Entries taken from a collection
■ ■ ■ ■

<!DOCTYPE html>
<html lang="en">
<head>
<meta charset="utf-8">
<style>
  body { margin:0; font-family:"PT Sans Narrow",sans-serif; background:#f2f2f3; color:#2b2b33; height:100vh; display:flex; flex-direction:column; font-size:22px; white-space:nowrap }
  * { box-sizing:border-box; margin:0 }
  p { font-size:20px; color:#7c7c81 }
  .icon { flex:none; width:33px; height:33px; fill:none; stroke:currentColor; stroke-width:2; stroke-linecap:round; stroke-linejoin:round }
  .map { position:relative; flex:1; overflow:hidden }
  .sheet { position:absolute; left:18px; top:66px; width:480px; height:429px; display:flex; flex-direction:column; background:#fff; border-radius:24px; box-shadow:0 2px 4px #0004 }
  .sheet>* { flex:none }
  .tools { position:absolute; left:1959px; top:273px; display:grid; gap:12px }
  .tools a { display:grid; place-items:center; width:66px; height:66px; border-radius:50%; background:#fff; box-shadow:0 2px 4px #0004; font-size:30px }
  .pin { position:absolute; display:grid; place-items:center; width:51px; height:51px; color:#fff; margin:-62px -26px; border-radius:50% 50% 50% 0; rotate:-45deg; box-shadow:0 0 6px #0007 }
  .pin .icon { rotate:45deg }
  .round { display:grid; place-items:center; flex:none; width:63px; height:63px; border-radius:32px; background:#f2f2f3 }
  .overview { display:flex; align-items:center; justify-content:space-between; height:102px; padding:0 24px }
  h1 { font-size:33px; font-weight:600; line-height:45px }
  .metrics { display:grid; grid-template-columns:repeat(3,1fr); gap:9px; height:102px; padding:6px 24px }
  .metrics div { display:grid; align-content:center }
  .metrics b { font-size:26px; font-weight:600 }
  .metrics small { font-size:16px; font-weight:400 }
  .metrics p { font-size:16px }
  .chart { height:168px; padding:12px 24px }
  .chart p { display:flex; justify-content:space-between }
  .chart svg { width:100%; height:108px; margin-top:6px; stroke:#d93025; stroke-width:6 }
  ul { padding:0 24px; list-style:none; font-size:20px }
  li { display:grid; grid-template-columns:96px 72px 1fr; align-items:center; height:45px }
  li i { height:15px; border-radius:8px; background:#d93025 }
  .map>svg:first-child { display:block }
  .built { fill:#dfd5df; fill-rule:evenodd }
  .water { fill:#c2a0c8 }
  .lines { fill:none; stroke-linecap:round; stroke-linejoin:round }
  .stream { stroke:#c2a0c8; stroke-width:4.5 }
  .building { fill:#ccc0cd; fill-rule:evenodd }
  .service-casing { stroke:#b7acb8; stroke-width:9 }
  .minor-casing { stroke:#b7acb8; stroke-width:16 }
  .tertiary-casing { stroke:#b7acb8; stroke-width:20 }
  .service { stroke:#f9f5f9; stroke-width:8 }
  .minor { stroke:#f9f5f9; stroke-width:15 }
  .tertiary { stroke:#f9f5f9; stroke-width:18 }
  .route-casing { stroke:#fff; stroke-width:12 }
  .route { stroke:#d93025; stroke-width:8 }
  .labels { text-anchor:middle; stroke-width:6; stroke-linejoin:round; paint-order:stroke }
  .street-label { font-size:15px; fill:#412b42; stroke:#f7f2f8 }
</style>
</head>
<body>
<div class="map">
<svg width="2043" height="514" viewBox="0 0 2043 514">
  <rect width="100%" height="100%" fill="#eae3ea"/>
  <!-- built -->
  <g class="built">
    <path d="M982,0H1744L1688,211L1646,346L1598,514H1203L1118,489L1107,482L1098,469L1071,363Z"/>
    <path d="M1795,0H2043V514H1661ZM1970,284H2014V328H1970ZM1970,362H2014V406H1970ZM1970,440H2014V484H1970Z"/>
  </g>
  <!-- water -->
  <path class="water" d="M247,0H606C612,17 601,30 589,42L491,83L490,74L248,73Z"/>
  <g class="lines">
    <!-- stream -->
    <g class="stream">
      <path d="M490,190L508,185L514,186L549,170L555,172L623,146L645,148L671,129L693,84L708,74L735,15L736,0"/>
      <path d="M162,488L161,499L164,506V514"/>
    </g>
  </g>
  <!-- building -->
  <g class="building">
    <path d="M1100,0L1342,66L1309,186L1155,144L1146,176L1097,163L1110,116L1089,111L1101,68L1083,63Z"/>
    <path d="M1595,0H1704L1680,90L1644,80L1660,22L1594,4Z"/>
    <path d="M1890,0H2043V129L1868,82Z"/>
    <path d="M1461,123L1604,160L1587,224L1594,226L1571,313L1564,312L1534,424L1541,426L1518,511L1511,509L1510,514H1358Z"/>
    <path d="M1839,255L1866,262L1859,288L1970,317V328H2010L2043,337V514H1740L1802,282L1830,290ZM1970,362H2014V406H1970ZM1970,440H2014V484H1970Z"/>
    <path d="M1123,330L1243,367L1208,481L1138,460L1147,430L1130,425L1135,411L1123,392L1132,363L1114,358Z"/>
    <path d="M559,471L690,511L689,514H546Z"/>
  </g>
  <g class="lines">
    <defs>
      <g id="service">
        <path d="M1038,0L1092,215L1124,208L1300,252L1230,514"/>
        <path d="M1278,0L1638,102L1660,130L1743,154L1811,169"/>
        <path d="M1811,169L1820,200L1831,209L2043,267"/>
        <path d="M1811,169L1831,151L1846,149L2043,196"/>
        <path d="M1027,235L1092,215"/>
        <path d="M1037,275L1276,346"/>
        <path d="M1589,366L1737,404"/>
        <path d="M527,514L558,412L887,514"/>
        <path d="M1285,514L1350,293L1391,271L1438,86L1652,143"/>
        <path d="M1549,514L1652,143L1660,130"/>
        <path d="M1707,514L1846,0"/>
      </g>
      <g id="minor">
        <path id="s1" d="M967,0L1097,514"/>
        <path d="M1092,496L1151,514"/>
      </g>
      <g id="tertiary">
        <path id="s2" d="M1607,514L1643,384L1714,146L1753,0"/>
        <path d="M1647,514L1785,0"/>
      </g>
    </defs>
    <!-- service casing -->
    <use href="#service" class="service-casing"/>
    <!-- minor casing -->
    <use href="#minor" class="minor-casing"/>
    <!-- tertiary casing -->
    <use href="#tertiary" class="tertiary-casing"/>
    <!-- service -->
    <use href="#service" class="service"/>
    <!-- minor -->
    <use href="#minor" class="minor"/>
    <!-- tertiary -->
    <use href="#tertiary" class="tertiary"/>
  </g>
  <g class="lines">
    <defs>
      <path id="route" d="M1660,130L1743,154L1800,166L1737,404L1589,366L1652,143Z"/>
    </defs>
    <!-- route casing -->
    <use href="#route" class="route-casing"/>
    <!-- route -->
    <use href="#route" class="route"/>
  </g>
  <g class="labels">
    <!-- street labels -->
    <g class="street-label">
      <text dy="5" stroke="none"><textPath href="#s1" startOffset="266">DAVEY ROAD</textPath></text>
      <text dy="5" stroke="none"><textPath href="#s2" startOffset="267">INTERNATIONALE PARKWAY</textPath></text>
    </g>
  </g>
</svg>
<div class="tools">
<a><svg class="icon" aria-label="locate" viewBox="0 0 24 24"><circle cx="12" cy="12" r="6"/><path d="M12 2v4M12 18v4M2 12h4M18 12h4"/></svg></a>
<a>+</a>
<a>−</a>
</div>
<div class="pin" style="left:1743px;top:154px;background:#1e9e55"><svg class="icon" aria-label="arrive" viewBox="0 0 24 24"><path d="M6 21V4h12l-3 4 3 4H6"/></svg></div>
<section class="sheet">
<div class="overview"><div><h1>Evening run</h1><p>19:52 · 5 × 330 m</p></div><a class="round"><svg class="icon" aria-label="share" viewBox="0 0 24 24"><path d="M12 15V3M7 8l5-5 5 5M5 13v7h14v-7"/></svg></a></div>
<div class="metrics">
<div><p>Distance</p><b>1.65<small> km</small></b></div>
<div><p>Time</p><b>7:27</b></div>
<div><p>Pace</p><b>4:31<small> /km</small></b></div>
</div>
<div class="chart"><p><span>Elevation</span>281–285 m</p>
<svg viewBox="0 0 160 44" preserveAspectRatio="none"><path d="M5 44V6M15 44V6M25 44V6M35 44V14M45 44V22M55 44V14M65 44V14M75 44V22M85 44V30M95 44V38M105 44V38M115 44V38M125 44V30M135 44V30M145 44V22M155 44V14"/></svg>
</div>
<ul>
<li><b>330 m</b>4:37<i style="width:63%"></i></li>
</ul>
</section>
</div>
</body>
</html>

■ ■ ■ ■

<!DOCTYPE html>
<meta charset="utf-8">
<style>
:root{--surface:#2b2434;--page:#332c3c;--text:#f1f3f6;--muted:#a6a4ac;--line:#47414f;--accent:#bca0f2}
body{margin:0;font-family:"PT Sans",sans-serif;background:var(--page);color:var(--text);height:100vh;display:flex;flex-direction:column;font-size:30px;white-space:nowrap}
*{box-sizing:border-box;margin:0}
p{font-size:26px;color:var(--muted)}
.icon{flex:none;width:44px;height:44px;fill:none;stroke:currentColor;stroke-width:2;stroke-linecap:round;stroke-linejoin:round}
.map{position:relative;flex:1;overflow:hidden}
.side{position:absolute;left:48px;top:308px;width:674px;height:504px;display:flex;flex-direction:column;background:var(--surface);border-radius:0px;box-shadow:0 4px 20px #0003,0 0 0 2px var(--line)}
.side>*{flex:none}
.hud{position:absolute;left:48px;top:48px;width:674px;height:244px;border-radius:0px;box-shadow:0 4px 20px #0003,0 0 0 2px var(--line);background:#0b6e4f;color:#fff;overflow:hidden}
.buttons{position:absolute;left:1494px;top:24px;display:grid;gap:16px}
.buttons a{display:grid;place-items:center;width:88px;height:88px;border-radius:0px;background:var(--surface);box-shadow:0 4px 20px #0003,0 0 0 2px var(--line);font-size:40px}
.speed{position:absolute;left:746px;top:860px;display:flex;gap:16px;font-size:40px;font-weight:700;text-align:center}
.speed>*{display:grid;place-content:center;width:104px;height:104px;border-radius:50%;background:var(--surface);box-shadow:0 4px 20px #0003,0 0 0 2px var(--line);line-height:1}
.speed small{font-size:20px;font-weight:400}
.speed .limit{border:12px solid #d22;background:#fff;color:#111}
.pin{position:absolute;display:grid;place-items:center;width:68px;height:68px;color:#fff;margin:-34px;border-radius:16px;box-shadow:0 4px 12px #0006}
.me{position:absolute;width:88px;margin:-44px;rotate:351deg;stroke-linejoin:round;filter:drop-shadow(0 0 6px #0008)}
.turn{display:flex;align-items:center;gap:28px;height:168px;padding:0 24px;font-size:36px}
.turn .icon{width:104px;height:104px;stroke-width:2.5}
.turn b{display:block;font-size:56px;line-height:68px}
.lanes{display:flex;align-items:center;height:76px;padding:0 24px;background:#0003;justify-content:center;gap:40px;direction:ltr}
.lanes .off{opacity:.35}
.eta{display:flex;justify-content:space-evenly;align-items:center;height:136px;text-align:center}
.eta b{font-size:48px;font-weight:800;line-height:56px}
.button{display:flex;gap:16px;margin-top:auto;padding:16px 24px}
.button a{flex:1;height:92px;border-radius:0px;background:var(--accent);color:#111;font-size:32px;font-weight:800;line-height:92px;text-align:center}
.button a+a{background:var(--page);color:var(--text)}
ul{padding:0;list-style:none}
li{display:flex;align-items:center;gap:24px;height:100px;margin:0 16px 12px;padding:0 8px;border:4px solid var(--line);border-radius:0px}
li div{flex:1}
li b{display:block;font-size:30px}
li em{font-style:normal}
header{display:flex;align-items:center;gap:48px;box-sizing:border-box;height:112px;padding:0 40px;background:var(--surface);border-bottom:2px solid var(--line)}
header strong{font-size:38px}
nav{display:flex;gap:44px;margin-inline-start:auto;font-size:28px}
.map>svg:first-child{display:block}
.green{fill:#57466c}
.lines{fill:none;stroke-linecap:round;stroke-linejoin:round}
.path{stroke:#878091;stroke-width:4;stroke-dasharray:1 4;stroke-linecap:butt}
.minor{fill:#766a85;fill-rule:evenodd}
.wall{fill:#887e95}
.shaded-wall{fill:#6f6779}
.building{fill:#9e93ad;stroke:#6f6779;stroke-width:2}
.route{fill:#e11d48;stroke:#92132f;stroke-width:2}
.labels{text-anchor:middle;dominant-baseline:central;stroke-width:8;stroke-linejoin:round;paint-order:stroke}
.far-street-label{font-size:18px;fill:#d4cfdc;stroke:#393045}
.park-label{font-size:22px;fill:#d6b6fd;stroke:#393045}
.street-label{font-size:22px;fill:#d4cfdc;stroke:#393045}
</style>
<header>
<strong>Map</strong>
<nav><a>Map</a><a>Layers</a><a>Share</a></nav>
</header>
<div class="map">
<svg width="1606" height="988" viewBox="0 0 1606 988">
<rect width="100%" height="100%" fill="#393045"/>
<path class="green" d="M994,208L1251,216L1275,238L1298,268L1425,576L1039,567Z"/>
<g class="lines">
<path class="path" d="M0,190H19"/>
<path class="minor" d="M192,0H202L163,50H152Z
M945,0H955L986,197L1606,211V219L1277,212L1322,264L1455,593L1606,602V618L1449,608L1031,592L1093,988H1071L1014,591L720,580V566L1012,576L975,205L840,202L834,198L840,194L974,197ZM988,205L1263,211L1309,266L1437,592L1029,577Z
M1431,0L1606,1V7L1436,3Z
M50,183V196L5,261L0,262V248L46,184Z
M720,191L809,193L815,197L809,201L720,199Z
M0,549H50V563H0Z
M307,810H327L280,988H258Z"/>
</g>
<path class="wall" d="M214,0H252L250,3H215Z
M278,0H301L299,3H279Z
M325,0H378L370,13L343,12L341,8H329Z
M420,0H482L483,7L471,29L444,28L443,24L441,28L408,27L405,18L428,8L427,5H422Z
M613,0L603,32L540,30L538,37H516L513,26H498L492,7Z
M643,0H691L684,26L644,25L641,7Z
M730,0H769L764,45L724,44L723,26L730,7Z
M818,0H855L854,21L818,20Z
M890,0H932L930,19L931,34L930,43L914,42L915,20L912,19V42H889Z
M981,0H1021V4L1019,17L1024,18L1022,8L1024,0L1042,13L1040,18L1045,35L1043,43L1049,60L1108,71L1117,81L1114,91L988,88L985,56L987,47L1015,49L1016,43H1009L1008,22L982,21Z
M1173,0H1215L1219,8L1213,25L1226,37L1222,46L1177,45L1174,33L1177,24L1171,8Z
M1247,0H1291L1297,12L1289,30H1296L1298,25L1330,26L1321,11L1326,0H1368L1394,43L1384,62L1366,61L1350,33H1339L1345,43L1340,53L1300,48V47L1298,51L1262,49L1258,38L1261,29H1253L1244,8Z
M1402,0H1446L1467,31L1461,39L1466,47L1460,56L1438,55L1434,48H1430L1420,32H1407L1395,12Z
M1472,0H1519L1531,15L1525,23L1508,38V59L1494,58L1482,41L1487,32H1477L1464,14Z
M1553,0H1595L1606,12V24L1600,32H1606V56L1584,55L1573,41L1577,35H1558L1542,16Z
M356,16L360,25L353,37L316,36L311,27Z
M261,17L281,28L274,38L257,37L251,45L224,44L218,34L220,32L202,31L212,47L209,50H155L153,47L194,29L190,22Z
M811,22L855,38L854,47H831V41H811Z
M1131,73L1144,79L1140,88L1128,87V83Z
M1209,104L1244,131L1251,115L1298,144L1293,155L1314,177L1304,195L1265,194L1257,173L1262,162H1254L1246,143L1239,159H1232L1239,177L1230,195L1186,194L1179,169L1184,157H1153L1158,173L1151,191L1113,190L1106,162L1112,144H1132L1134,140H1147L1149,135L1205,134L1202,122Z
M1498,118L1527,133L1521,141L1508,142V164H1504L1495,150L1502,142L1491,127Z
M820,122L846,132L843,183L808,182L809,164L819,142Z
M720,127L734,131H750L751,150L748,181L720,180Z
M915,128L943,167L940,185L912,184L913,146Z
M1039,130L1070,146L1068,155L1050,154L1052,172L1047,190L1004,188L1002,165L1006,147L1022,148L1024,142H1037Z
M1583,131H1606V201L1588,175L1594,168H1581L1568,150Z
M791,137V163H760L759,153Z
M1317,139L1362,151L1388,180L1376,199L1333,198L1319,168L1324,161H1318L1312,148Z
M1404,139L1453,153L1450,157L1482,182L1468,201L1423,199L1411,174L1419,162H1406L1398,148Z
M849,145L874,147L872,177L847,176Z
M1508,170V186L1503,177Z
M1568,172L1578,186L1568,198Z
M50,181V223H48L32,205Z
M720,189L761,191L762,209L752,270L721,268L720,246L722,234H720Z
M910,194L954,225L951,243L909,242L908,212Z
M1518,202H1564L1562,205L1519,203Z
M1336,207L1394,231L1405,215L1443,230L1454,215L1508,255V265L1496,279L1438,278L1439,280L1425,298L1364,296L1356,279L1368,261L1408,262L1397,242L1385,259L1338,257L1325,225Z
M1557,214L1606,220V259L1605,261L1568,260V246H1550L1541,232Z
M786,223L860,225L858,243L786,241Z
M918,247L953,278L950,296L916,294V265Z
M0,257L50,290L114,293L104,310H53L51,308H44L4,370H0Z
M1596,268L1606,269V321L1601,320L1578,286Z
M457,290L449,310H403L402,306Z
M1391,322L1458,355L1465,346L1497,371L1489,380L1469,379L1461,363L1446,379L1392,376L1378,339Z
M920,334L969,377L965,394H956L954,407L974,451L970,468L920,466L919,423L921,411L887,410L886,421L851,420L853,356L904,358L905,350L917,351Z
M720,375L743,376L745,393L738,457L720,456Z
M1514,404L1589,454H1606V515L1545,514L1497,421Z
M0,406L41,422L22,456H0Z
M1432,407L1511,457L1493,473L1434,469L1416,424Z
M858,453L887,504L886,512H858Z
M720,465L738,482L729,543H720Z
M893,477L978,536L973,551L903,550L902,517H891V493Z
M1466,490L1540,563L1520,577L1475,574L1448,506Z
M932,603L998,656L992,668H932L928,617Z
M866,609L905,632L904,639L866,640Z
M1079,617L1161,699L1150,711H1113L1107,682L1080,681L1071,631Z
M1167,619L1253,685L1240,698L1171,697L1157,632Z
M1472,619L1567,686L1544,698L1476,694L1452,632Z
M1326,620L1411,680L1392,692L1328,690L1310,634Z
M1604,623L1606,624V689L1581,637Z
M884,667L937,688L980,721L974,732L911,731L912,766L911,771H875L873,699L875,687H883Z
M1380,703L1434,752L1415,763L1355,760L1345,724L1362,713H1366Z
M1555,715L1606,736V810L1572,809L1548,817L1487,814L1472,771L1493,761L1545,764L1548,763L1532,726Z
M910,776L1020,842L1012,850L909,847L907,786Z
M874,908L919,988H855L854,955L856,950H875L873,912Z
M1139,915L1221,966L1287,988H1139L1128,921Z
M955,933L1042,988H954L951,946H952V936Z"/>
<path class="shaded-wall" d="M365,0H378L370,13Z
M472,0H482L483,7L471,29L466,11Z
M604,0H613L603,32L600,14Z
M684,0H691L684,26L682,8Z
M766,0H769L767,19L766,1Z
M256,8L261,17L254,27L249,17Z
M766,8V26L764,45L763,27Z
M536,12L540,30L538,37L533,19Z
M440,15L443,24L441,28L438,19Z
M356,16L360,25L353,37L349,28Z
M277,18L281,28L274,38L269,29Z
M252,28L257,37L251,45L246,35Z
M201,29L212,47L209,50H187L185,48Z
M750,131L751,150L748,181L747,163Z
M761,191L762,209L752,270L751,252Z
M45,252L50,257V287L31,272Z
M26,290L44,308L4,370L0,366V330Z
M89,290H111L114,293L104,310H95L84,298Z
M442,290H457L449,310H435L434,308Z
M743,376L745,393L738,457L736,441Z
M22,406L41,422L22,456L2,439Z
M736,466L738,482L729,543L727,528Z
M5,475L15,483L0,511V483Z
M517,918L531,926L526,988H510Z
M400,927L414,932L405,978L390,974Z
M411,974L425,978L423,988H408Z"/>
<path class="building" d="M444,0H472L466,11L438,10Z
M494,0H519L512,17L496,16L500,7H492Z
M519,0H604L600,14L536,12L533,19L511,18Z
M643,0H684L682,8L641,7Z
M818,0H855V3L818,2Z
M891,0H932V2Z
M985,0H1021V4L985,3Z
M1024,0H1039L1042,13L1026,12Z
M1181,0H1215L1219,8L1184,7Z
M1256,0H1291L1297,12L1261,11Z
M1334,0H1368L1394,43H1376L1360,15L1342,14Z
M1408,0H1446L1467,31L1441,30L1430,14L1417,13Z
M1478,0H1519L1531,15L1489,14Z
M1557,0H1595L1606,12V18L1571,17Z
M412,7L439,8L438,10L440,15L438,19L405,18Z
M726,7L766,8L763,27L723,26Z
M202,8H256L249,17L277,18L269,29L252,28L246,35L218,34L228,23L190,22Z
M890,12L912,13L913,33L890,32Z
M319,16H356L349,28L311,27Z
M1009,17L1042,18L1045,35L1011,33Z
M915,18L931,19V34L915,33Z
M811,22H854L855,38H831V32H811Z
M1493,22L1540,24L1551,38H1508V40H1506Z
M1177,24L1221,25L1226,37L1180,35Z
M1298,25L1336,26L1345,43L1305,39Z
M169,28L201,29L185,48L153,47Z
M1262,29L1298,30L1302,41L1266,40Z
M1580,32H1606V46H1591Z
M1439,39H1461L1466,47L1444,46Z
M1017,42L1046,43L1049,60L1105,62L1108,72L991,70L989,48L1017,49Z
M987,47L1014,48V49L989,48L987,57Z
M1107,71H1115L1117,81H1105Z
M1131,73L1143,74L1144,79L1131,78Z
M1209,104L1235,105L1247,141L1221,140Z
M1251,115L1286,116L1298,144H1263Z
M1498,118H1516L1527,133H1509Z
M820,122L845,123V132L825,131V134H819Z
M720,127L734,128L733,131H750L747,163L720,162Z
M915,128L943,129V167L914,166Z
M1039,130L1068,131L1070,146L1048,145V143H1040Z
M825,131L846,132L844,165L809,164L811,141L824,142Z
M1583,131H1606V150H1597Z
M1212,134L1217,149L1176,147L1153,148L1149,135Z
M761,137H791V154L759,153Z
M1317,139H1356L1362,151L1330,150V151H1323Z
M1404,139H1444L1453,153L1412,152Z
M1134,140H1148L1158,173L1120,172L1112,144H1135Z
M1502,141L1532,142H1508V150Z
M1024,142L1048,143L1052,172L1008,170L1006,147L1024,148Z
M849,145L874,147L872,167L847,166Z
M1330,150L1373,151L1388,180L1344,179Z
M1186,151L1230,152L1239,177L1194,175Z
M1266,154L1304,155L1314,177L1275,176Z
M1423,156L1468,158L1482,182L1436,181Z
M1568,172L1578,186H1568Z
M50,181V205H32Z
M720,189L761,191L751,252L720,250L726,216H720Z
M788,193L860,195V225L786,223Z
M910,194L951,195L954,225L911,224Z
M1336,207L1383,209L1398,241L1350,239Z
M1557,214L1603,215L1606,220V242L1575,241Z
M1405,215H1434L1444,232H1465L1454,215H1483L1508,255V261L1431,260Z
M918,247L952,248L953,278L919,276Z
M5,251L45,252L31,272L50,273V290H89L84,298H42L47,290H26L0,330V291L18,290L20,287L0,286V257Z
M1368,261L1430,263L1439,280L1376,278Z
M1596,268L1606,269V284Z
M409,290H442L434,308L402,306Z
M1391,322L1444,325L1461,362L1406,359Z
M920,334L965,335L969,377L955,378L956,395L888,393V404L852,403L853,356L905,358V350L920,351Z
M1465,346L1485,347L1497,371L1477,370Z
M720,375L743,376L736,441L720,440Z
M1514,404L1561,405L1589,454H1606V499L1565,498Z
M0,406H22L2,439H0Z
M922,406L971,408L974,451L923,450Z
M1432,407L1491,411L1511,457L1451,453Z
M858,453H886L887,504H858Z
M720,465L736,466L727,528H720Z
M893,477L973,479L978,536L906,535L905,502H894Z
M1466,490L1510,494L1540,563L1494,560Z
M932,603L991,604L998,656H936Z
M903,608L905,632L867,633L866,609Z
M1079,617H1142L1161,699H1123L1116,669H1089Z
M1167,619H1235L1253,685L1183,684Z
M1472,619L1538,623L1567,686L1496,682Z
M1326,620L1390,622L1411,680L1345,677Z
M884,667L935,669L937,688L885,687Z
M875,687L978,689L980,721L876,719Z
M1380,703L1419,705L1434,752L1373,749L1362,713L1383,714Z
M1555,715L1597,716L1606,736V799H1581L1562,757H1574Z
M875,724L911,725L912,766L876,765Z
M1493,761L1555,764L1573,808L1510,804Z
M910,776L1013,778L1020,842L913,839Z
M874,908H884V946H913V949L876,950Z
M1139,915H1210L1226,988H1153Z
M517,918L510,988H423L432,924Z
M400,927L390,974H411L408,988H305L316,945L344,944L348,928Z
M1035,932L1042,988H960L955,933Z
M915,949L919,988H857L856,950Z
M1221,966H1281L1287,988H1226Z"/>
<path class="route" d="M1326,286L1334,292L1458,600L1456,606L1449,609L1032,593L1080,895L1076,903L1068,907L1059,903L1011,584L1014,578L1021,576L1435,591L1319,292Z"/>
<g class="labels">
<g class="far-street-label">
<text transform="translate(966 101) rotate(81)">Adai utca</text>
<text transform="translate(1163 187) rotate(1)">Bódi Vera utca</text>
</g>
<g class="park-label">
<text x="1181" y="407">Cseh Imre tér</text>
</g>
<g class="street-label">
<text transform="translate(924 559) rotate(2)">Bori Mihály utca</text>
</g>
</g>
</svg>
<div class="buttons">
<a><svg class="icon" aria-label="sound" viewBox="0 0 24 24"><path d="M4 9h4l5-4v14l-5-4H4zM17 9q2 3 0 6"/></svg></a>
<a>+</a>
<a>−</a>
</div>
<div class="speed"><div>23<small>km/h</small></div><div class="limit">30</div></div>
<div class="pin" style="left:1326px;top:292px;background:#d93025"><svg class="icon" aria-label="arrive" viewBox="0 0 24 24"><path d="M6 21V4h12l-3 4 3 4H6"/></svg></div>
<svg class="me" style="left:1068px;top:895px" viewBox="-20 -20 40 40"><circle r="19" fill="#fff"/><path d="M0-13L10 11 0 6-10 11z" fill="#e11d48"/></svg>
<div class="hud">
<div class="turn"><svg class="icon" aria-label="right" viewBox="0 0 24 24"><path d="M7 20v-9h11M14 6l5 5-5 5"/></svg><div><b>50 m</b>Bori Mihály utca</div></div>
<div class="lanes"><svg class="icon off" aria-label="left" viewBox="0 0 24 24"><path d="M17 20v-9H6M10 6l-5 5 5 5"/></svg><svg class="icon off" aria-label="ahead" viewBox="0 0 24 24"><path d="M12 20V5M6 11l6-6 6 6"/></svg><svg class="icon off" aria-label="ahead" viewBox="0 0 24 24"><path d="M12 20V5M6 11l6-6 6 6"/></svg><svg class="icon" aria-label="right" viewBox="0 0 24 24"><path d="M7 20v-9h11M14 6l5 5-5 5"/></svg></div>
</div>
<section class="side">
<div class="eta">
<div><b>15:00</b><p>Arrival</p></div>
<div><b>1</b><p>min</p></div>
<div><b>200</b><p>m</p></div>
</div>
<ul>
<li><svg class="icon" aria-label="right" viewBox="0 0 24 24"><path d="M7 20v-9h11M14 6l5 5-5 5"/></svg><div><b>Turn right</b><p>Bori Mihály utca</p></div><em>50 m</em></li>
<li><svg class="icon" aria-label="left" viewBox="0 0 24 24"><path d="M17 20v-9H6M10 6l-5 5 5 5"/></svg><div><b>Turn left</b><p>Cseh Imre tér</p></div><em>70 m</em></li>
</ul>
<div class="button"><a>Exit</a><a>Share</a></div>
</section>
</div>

■ ■ ■ ■

• **WHAT IS NEEDED**: All lines in the preceding records that hold the word "tools" need to be copied.

• **OUTPUT FOR THIS TASK**:
  .tools { position:absolute; left:1959px; top:273px; display:grid; gap:12px }
  .tools a { display:grid; place-items:center; width:66px; height:66px; border-radius:50%; background:#fff; box-shadow:0 2px 4px #0004; font-size:30px }
<div class="tools">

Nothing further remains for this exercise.